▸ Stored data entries
------------------------

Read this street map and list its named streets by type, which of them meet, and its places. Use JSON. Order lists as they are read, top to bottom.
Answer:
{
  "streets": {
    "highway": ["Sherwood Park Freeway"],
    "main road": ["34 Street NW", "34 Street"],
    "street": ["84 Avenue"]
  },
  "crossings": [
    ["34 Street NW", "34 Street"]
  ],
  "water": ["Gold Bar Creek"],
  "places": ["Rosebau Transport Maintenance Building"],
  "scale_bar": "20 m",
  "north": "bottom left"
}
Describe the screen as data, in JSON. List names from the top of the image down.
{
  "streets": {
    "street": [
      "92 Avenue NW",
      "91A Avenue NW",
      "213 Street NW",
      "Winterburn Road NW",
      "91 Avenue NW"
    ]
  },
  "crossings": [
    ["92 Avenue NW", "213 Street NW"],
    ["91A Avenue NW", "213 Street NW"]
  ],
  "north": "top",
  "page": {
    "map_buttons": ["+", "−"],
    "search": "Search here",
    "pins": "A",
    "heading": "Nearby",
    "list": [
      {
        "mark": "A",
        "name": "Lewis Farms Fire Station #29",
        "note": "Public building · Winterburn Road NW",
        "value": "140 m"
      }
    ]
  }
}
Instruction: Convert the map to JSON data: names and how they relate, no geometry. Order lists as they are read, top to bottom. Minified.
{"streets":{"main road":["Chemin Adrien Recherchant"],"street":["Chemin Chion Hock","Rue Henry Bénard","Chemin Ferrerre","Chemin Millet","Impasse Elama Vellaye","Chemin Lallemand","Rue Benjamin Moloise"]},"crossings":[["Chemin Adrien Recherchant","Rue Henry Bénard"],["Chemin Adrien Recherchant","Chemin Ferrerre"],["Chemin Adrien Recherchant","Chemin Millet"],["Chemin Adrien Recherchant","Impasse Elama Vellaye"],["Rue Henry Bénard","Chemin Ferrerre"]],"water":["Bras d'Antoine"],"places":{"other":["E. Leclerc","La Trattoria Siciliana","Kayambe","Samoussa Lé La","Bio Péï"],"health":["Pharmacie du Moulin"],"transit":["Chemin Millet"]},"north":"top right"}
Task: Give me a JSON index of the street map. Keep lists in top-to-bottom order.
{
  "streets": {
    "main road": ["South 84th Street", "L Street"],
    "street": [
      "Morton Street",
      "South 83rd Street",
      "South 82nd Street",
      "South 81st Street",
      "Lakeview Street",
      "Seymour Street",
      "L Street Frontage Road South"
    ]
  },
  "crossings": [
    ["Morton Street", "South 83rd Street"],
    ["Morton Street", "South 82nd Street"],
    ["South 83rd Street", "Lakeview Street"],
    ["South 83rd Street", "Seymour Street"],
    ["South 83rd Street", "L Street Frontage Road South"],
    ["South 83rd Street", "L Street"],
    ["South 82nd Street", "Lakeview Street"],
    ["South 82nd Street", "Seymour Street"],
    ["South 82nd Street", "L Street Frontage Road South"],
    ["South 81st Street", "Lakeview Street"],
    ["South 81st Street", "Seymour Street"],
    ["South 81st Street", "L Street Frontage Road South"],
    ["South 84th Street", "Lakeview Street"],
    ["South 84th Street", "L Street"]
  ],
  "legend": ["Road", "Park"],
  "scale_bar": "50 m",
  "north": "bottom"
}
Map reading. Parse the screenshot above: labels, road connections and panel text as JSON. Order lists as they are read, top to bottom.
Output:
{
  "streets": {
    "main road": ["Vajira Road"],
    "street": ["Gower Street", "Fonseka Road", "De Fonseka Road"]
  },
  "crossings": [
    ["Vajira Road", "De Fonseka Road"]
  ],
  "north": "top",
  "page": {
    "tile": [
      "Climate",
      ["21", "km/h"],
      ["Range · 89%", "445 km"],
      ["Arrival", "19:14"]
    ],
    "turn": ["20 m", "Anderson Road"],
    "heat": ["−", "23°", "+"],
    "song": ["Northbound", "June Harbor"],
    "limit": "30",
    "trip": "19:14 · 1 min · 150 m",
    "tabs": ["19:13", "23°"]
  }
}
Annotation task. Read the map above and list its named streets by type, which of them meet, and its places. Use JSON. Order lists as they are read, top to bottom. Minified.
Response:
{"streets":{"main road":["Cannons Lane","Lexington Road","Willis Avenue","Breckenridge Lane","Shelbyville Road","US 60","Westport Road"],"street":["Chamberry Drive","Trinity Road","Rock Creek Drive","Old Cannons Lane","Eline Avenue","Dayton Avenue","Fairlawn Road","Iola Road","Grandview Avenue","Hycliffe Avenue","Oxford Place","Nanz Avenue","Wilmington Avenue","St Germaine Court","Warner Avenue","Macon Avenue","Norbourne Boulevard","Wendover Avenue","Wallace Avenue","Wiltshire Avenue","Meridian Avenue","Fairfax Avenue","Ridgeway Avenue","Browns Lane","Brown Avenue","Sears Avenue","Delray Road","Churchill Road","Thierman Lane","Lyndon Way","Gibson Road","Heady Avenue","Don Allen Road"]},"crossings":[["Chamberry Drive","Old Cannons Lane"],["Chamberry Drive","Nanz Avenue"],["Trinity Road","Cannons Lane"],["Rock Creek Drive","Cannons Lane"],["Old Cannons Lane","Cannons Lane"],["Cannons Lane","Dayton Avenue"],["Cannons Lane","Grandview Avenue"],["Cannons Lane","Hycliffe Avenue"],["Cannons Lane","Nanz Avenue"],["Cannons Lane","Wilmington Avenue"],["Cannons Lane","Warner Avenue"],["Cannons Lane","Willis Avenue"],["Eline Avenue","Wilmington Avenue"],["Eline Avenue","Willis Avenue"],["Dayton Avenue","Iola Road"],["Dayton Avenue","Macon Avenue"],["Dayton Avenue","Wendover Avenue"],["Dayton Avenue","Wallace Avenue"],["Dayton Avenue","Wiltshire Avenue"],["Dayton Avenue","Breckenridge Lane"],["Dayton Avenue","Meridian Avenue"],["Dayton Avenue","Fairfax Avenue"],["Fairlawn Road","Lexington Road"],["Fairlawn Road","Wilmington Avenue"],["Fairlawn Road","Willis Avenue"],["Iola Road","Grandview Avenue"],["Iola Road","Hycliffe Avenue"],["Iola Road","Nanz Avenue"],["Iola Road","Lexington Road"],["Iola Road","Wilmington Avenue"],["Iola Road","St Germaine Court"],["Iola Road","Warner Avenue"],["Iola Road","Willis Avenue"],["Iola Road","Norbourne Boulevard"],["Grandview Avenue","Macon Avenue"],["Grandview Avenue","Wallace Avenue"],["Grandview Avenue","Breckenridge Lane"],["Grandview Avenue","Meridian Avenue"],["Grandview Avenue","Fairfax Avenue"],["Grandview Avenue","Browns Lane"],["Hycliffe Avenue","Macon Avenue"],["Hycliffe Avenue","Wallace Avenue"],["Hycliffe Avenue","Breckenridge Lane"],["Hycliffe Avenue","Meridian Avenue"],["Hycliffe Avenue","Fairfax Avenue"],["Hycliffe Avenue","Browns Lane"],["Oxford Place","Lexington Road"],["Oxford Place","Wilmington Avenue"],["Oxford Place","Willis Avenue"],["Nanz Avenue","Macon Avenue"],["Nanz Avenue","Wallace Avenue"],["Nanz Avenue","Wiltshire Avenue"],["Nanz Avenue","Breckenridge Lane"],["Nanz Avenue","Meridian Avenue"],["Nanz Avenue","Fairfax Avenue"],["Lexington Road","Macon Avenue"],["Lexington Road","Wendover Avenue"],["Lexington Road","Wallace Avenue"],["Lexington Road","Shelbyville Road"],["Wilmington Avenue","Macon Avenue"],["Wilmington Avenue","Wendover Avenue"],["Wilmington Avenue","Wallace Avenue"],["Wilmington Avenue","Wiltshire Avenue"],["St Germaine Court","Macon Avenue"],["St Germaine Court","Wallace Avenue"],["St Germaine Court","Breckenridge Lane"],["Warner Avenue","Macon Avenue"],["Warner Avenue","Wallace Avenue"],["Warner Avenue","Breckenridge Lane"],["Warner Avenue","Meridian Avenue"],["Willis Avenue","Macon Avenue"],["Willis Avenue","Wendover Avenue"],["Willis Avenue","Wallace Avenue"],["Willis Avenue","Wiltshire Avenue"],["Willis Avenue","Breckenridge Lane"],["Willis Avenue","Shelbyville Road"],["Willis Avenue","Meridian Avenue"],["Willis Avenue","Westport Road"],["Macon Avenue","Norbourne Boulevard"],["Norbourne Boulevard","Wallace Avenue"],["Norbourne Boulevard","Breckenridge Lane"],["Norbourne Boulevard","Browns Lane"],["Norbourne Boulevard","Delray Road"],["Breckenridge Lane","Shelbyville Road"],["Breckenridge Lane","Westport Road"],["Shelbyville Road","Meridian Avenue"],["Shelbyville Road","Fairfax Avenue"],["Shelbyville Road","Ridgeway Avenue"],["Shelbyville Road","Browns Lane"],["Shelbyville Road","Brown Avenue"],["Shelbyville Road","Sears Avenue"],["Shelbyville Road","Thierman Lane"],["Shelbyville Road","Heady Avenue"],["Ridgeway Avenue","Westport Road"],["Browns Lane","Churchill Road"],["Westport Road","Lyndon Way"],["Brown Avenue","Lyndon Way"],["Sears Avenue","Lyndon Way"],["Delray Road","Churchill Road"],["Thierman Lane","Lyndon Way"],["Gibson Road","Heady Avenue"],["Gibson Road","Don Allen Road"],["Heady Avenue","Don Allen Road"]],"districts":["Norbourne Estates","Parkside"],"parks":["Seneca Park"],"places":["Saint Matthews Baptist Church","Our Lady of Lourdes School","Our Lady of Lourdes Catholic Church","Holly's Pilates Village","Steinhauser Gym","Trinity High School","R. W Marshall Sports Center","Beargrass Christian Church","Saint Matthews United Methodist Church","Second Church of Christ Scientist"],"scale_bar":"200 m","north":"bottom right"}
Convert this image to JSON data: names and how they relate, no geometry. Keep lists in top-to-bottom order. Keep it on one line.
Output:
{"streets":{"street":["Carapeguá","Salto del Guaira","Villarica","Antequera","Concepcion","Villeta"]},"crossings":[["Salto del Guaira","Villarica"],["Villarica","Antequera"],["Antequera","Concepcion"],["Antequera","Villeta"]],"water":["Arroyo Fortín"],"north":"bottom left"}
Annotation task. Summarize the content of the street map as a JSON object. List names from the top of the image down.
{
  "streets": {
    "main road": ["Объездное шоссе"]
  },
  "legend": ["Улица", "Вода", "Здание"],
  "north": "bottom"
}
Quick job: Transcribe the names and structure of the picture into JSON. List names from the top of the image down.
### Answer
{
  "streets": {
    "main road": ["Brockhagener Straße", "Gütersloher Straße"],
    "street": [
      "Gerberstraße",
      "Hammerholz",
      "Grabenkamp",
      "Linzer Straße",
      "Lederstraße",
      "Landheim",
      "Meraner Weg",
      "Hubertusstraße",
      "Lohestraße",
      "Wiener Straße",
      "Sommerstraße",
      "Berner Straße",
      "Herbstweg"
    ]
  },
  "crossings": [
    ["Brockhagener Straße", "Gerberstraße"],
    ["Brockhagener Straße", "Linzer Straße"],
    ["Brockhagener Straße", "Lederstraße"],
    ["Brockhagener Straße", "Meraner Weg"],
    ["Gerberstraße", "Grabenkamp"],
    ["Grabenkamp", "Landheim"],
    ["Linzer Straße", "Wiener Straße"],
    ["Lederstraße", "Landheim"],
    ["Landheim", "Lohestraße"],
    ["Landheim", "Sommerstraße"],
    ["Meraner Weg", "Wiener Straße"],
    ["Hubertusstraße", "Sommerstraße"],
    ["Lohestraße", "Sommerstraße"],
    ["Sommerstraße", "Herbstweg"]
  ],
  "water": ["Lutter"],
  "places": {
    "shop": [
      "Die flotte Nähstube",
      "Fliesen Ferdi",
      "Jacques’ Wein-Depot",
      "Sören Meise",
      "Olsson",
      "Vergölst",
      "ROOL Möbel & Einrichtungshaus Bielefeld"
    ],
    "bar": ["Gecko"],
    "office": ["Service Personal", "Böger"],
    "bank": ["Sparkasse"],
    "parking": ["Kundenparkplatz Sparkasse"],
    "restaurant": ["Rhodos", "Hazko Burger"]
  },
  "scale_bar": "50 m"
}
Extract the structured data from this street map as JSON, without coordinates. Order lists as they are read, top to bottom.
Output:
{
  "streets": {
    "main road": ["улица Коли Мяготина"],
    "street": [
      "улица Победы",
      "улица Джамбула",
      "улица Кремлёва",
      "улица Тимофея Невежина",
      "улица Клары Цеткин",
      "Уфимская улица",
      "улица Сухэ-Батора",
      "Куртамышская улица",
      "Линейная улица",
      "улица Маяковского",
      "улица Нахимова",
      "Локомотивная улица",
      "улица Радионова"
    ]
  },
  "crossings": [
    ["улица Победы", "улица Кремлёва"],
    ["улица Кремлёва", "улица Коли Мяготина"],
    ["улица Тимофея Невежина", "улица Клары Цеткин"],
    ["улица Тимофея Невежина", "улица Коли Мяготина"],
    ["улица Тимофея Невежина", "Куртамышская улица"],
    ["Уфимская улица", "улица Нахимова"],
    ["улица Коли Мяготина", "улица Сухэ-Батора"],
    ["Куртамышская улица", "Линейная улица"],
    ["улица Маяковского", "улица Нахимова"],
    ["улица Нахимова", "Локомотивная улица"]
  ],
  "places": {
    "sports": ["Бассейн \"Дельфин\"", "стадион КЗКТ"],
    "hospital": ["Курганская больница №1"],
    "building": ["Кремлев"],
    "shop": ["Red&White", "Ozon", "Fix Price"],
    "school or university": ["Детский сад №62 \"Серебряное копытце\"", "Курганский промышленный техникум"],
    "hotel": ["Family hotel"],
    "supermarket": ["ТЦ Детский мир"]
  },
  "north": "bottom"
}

------------------------

All lines with the word "Convert" are needed; pull them from the entries and copy each.

▸ Task response
Instruction: Convert the map to JSON data: names and how they relate, no geometry. Order lists as they are read, top to bottom. Minified.
Convert this image to JSON data: names and how they relate, no geometry. Keep lists in top-to-bottom order. Keep it on one line.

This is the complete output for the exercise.